La gestion du match, un point clé

Car là où Paris use souvent ses adversaires et fait régulièrement la différence en fin de rencontre, l'adversaire flanchant physiquement, il y a peu de chances d'attendre une attitude pareille du Bayern. Les Allemands sont certes loin de leur meilleure forme au niveau physique, Ancelotti et Mauri s'étant loupés dans les grandes largeurs lors de la préparation estival, mais ils ont un banc qui n'a rien à envier à celui du PSG et sont capables de répondre aux problèmes posés et aux divers scénarios. Le Bayern mené ? Ribéry peut entrer pour mettre le feu et rappeler à la France qu'il n'est pas surnommé Kaiser Franck pour rien outre-Rhin. Besoin de verrouiller le score ? Rudy se fera un plaisir de montrer aux dirigeants parisiens que des milieux défensifs pas chers et bon défensivement étaient disponibles sur le marché l'été dernier.

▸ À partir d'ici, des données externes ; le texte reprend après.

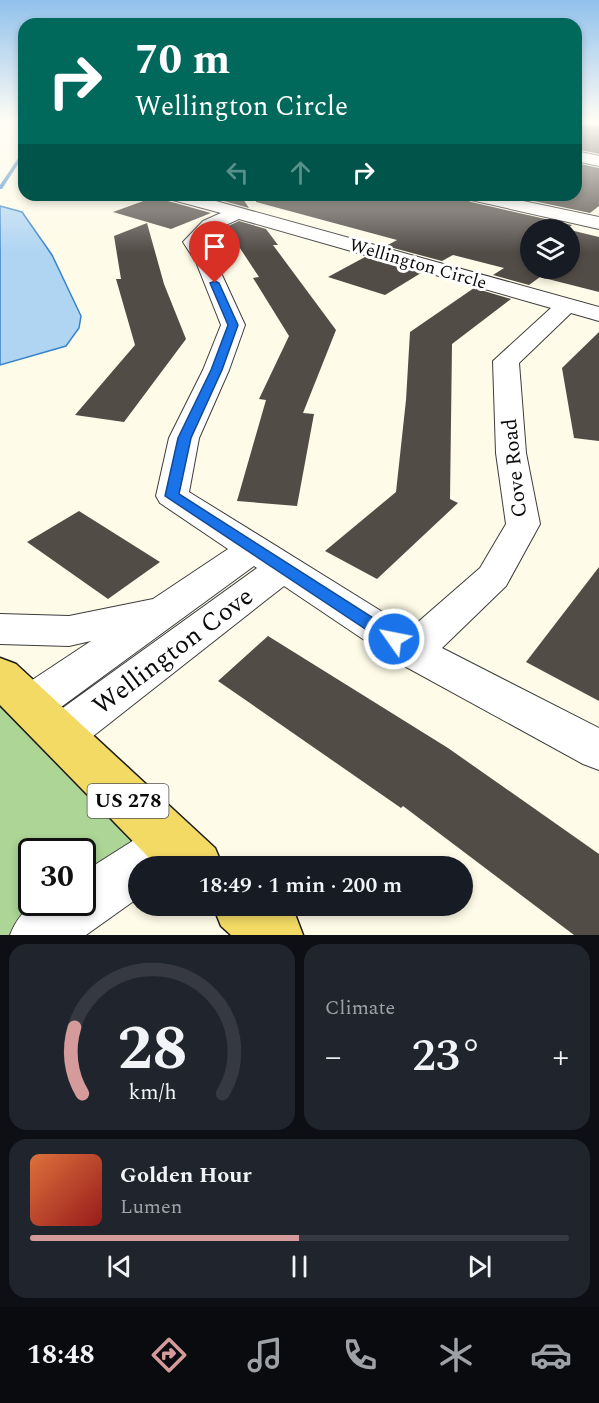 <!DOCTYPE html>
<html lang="en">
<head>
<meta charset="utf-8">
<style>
  :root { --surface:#171b24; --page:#20242c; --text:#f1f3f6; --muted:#9ea1a6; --line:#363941; --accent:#d59a9a }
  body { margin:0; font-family:Spectral,serif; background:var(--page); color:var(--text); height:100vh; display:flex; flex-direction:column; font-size:22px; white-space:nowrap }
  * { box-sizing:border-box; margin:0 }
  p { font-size:20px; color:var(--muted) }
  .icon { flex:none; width:33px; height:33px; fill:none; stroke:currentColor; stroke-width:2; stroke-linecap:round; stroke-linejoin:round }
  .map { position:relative; height:935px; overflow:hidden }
  .drawer { display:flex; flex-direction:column; gap:9px; padding:9px; background:#0d0f14; flex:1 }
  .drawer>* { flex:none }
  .banner { position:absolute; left:18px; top:18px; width:564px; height:183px; border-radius:18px; box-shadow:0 3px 9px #0003; background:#00695c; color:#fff; overflow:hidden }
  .tools { position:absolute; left:520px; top:219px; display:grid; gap:12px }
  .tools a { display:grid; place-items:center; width:60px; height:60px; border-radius:50%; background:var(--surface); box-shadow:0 3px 9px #0003; font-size:30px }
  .speed { position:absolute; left:18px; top:838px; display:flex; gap:12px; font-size:30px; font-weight:700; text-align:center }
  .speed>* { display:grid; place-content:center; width:78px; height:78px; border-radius:50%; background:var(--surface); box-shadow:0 3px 9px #0003; line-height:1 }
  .speed .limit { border:3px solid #111; border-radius:9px; background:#fff; color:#111 }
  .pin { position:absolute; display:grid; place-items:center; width:51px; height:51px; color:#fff; margin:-62px -26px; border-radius:50% 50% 50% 0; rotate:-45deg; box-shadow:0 0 6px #0007 }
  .pin .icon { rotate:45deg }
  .me { position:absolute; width:66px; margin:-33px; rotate:303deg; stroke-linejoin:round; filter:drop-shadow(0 0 4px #0008) }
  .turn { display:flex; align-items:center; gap:21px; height:126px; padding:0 18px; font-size:27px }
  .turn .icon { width:78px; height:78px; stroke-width:2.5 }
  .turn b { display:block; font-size:42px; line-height:51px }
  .lanes { display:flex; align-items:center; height:57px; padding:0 18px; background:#0003; justify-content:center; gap:30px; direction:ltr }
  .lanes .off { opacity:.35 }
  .big { font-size:45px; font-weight:600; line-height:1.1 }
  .drawer .tile { flex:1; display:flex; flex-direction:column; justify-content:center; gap:9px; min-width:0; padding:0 21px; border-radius:18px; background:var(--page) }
  .drawer .dial { align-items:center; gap:0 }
  .dial svg { height:156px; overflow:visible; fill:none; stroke:var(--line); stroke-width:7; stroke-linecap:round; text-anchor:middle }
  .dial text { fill:var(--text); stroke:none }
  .song { display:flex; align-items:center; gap:18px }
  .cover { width:72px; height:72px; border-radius:9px; background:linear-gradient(135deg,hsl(20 70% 55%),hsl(0 70% 35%)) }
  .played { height:6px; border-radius:3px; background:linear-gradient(90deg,var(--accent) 50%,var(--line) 50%) }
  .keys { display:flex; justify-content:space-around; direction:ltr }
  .heat { display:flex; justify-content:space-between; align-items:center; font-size:33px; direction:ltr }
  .drawer .tiles { flex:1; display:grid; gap:9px; grid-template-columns:1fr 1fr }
  .tile:last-child { grid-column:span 2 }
  .trip { position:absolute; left:128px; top:856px; width:345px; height:60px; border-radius:30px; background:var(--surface); box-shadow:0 3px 9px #0003; font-weight:600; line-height:60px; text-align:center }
  .menu { display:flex; height:96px; justify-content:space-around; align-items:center; background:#090b0e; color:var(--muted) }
  .menu .icon { width:42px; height:42px }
  .menu .selected { color:var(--accent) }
  .menu b { font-size:27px; color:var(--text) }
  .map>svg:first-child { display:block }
</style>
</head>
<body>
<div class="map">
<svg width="599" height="935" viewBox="0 0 599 935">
  <rect width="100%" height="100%" fill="#fefbe8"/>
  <path fill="#add595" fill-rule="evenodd" d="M0,660l84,64 60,136 -107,75h-37zM32,852h50v51h-50z"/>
  <path fill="#afd5f3" stroke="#3a84c6" stroke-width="1.5" d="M0,206l22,6 30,43 29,61 -2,12 -13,18 -66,19z"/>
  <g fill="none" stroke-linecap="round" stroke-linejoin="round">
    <path fill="#3a84c6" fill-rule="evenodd" d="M23,151h1v4l-22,34h-2v-4z"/>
  </g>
  <g fill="#524c47">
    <path d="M576,125h23v29l-23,-5z"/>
    <path d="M576,163l23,5v38l-9,7 -84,-18h70z"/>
    <path d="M150,195h14l4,6 43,12 -40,16 -58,-17 36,-13z"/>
    <path d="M202,195h50v1l-9,3 6,9z"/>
    <path d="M256,195h204l11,7 101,23 -6,5h-35v38h39v-38l29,7v55l-59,-15 -11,8 -36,-10 11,-7 -51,-13 -11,6 -56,-15 11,-6 -141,-38z"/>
    <path d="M239,221l27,8 12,16h-5l63,85 -33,83 11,1 -17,92 -60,-5 29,-101 -7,-1 30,-63 -36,-58 6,-1 -33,-50z"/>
    <path d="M147,223l17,61 22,55 -62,83 -49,-7 60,-70 -19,-66h5l-7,-43z"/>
    <path d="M365,257l56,16 -36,22 -57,-18z"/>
    <path d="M474,288l37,11 -59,45 -2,155 8,4 -81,76 -52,-28 71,-59 10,-92 4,-68z"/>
    <path d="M599,332v109l-25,-3 -12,-70z"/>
    <path d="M79,511l81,51 -52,37 -81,-57z"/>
    <path d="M599,567v134l-73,-39z"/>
    <path d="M268,636l180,112 151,106v81h-25l-171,-129 -2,2 -183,-127z"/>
  </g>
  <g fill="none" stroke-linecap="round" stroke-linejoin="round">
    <defs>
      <g id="street">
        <path d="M576,151l23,5v10l-23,-5z"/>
        <path d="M166,195h28l405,112v14l-28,-8 -52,50 7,90 14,71 -34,62 -64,62 157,80v42l-16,-6 -186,-102 -113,-76 -206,162 -16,5 -16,-5 -7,-14 7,-14 211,-152 -3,-2 -208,152 -16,5 -16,-5 -6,-13 6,-13 77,-51 -22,5 -69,-2v-30l69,2 84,-17 75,-50 -68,-46 -4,-7 13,-58 34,-68 18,-45 -25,-63 -13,-20 20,-21 18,-8 -52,-14zM239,219l312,89 -58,53 3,92 10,71 -26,44 -70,61 -221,-137 10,-54 30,-68 16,-45 -29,-63 -13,-19 14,-14z"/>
        <path d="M462,195h33l104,22v12l-128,-29z"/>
        <path d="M171,821l18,7 8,17 -8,17 -7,5h-44v31l-52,37h-76c17,-40 35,-32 72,-32v-30l71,-45z"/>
      </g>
      <g id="primary">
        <path d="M0,658l16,6 199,184 8,19h-65l-158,-162z"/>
        <path d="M213,906h72l10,8 8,21h-72l-10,-9z"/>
      </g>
    </defs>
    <use href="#street" stroke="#3d3d3d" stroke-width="2"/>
    <use href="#primary" stroke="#1b1b1b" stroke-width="3"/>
    <use href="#street" fill="#fff" fill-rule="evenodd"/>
    <use href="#primary" fill="#f2da64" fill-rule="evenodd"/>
  </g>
  <linearGradient id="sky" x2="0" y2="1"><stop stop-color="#91c1ec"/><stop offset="0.48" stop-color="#fffdf5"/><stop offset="1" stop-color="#fffdf5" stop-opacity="0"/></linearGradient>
  <rect width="599" height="253" fill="url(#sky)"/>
  <path fill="#1a73e8" stroke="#114b97" stroke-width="1.5" d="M215,281l4,2 19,42 -16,45 -31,68 -12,56 221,141 3,4 -3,5h-12l-223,-148 13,-58 33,-68 17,-45 -18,-42z"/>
  <g text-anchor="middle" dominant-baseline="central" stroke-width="6" stroke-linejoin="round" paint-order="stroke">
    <g font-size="18" fill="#0a0a0a" stroke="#fff">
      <text transform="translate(418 264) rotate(16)">Wellington Circle</text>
    </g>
    <rect fill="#fff" stroke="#545454" stroke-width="1.5" x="87.5" y="784" width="81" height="34" rx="4.5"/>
    <g font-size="20" font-weight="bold" fill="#0a0a0a">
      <text x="128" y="801">US 278</text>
    </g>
    <g font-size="21" fill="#0a0a0a" stroke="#fff">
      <text transform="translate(515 468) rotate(-96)">Cove Road</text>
    </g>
    <g font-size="26" fill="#0a0a0a" stroke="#fff">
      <text transform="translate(173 651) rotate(-37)">Wellington Cove</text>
    </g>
  </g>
</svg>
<div class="tools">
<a><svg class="icon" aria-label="layers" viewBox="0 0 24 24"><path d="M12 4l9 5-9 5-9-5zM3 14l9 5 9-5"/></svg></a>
</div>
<div class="speed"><div class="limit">30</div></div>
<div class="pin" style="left:215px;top:283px;background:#d93025"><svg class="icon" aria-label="arrive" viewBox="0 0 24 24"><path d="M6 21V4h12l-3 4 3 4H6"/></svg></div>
<svg class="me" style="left:394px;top:639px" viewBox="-20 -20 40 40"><circle r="17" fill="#1a73e8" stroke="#fff" stroke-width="3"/><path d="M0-11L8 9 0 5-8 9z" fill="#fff"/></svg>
<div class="trip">18:49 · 1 min · 200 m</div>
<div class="banner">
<div class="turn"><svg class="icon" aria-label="right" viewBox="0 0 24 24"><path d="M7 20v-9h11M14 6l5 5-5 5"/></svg><div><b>70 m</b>Wellington Circle</div></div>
<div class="lanes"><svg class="icon off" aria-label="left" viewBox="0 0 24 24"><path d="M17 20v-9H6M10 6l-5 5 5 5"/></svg><svg class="icon off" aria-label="ahead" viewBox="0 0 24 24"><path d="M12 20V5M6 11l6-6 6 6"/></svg><svg class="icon" aria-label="right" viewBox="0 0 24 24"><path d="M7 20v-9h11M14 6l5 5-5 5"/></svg></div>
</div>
</div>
<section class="drawer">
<div class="tiles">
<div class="tile dial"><svg viewBox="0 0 100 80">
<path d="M14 69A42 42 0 1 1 86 69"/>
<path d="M14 69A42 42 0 0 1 10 35" stroke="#d59a9a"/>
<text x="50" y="56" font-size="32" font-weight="700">28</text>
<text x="50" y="72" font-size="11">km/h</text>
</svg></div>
<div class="tile"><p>Climate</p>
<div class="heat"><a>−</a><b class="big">23°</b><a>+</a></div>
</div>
<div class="tile">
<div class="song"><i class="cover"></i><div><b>Golden Hour</b><p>Lumen</p></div></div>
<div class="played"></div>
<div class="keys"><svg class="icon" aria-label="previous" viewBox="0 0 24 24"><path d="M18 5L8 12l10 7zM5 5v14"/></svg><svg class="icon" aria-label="pause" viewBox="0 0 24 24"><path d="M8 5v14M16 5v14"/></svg><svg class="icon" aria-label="next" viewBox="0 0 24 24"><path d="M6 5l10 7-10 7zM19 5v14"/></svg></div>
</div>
</div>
</section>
<nav class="menu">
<b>18:48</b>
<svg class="icon selected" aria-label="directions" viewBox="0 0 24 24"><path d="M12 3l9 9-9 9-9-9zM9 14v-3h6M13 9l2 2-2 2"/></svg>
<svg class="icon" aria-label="music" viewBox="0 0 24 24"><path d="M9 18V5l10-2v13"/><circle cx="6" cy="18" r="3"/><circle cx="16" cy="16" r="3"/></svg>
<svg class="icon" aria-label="phone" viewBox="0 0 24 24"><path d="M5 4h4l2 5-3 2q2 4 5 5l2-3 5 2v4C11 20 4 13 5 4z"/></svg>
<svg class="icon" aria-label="climate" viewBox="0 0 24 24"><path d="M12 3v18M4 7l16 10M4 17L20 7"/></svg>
<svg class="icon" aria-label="car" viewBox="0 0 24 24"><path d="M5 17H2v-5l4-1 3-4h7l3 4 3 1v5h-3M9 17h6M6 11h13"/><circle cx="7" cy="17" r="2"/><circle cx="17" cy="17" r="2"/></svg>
</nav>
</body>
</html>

Car si Paris va passer un test, il a, quelques jours après un Strasbourg/PSG où il a été mené une bonne partie du match, l'opportunité de se retrouver à courir derrière le score. Depuis le début de la saison, ce n'est pratiquement jamais arrivé, tant en Ligue 1 qu'en Ligue des Champions. Le Celtic a bien réussi à se retrouver devant au score, mais cela a duré 8 minutes. Alors que le PSG vient à Munich pour passer un test, il pourrait bien en avoir un corsé s'il avait à courir après le score, un exercice dans lequel il se retrouve rarement et qui pourrait bien être riche de ces fameux enseignements que le staff parisien cherche tant. 

A l'heure d'aborder une rencontre avec un énorme avantage au score et en très bonne position, Paris se retrouve donc dans une situation qu'il connaît déjà très bien, mais pas pour des bonnes raisons. Et si les conséquences seront forcément moindres qu'à Barcelone il y a quelques mois, ce PSG largement renouvelé vient à Munich pour évaluer la même chose qu'en Catalogne, à savoir ses limites du moment face à un monstre du vieux continent.

L'équipe probable du PSG contre le Bayern : Areola - Alves, Marquinhos, Thiago Silva, Kurzawa - Verratti, Rabiot, Draxler - Mbappé, Cavani, Neymar.